> **PROMPT**:
Write out the following listing in full, exactly as it reads.

+++ GIVEN INFORMATION

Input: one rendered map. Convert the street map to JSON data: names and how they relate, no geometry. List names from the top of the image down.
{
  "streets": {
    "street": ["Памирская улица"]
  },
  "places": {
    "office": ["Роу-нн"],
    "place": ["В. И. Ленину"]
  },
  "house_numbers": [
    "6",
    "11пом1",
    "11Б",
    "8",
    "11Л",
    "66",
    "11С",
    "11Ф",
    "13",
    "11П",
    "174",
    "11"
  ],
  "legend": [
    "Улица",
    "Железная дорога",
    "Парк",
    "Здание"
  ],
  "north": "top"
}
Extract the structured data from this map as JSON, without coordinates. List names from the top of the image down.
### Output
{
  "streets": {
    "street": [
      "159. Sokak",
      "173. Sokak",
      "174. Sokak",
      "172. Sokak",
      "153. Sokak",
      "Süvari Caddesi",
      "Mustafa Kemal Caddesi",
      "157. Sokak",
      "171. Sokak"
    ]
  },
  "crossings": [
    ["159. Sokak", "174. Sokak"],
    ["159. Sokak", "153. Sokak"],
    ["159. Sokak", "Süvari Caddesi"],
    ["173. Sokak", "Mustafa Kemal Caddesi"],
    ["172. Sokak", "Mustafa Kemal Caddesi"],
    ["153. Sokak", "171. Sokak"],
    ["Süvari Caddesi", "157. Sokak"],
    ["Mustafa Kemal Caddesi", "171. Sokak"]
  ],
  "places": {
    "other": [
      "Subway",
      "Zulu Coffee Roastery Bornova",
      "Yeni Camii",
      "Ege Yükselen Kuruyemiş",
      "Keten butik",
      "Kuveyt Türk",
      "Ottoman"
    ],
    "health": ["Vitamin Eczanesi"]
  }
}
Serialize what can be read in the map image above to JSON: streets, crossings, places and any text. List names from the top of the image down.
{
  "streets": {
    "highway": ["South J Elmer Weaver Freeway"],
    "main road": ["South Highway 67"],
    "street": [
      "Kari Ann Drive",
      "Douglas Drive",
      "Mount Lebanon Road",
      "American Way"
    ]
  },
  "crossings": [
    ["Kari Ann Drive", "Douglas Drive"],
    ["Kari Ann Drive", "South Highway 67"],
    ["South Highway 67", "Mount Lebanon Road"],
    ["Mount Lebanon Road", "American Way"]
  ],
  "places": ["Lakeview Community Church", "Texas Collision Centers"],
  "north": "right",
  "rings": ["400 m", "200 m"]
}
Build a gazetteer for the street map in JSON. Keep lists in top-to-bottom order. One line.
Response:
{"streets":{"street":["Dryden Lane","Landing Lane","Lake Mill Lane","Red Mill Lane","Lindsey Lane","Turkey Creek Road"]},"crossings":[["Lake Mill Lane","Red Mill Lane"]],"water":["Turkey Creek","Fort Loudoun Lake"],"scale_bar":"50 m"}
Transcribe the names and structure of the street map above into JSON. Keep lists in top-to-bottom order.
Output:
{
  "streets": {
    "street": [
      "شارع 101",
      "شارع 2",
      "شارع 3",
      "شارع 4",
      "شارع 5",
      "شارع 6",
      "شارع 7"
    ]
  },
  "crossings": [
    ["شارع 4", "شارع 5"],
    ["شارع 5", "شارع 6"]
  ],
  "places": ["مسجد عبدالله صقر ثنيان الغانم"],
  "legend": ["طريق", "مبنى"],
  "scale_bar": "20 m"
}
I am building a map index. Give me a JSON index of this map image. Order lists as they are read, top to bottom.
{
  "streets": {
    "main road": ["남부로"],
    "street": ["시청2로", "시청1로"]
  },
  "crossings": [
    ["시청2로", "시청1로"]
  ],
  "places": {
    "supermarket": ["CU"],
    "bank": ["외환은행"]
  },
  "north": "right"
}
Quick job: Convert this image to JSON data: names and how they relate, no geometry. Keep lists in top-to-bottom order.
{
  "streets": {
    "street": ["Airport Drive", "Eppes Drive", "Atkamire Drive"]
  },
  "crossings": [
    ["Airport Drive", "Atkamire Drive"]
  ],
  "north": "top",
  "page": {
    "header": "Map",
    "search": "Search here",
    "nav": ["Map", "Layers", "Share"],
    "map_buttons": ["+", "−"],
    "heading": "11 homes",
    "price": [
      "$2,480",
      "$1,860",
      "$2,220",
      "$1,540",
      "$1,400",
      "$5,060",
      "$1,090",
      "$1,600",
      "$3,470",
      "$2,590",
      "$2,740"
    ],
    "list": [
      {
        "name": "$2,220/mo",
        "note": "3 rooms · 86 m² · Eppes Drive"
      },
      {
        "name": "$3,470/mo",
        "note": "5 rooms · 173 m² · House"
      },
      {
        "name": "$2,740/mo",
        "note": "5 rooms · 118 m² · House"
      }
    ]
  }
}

++++++

> **WRITTEN RESPONSE**:
Input: one rendered map. Convert the street map to JSON data: names and how they relate, no geometry. List names from the top of the image down.
{
  "streets": {
    "street": ["Памирская улица"]
  },
  "places": {
    "office": ["Роу-нн"],
    "place": ["В. И. Ленину"]
  },
  "house_numbers": [
    "6",
    "11пом1",
    "11Б",
    "8",
    "11Л",
    "66",
    "11С",
    "11Ф",
    "13",
    "11П",
    "174",
    "11"
  ],
  "legend": [
    "Улица",
    "Железная дорога",
    "Парк",
    "Здание"
  ],
  "north": "top"
}
Extract the structured data from this map as JSON, without coordinates. List names from the top of the image down.
### Output
{
  "streets": {
    "street": [
      "159. Sokak",
      "173. Sokak",
      "174. Sokak",
      "172. Sokak",
      "153. Sokak",
      "Süvari Caddesi",
      "Mustafa Kemal Caddesi",
      "157. Sokak",
      "171. Sokak"
    ]
  },
  "crossings": [
    ["159. Sokak", "174. Sokak"],
    ["159. Sokak", "153. Sokak"],
    ["159. Sokak", "Süvari Caddesi"],
    ["173. Sokak", "Mustafa Kemal Caddesi"],
    ["172. Sokak", "Mustafa Kemal Caddesi"],
    ["153. Sokak", "171. Sokak"],
    ["Süvari Caddesi", "157. Sokak"],
    ["Mustafa Kemal Caddesi", "171. Sokak"]
  ],
  "places": {
    "other": [
      "Subway",
      "Zulu Coffee Roastery Bornova",
      "Yeni Camii",
      "Ege Yükselen Kuruyemiş",
      "Keten butik",
      "Kuveyt Türk",
      "Ottoman"
    ],
    "health": ["Vitamin Eczanesi"]
  }
}
Serialize what can be read in the map image above to JSON: streets, crossings, places and any text. List names from the top of the image down.
{
  "streets": {
    "highway": ["South J Elmer Weaver Freeway"],
    "main road": ["South Highway 67"],
    "street": [
      "Kari Ann Drive",
      "Douglas Drive",
      "Mount Lebanon Road",
      "American Way"
    ]
  },
  "crossings": [
    ["Kari Ann Drive", "Douglas Drive"],
    ["Kari Ann Drive", "South Highway 67"],
    ["South Highway 67", "Mount Lebanon Road"],
    ["Mount Lebanon Road", "American Way"]
  ],
  "places": ["Lakeview Community Church", "Texas Collision Centers"],
  "north": "right",
  "rings": ["400 m", "200 m"]
}
Build a gazetteer for the street map in JSON. Keep lists in top-to-bottom order. One line.
Response:
{"streets":{"street":["Dryden Lane","Landing Lane","Lake Mill Lane","Red Mill Lane","Lindsey Lane","Turkey Creek Road"]},"crossings":[["Lake Mill Lane","Red Mill Lane"]],"water":["Turkey Creek","Fort Loudoun Lake"],"scale_bar":"50 m"}
Transcribe the names and structure of the street map above into JSON. Keep lists in top-to-bottom order.
Output:
{
  "streets": {
    "street": [
      "شارع 101",
      "شارع 2",
      "شارع 3",
      "شارع 4",
      "شارع 5",
      "شارع 6",
      "شارع 7"
    ]
  },
  "crossings": [
    ["شارع 4", "شارع 5"],
    ["شارع 5", "شارع 6"]
  ],
  "places": ["مسجد عبدالله صقر ثنيان الغانم"],
  "legend": ["طريق", "مبنى"],
  "scale_bar": "20 m"
}
I am building a map index. Give me a JSON index of this map image. Order lists as they are read, top to bottom.
{
  "streets": {
    "main road": ["남부로"],
    "street": ["시청2로", "시청1로"]
  },
  "crossings": [
    ["시청2로", "시청1로"]
  ],
  "places": {
    "supermarket": ["CU"],
    "bank": ["외환은행"]
  },
  "north": "right"
}
Quick job: Convert this image to JSON data: names and how they relate, no geometry. Keep lists in top-to-bottom order.
{
  "streets": {
    "street": ["Airport Drive", "Eppes Drive", "Atkamire Drive"]
  },
  "crossings": [
    ["Airport Drive", "Atkamire Drive"]
  ],
  "north": "top",
  "page": {
    "header": "Map",
    "search": "Search here",
    "nav": ["Map", "Layers", "Share"],
    "map_buttons": ["+", "−"],
    "heading": "11 homes",
    "price": [
      "$2,480",
      "$1,860",
      "$2,220",
      "$1,540",
      "$1,400",
      "$5,060",
      "$1,090",
      "$1,600",
      "$3,470",
      "$2,590",
      "$2,740"
    ],
    "list": [
      {
        "name": "$2,220/mo",
        "note": "3 rooms · 86 m² · Eppes Drive"
      },
      {
        "name": "$3,470/mo",
        "note": "5 rooms · 173 m² · House"
      },
      {
        "name": "$2,740/mo",
        "note": "5 rooms · 118 m² · House"
      }
    ]
  }
}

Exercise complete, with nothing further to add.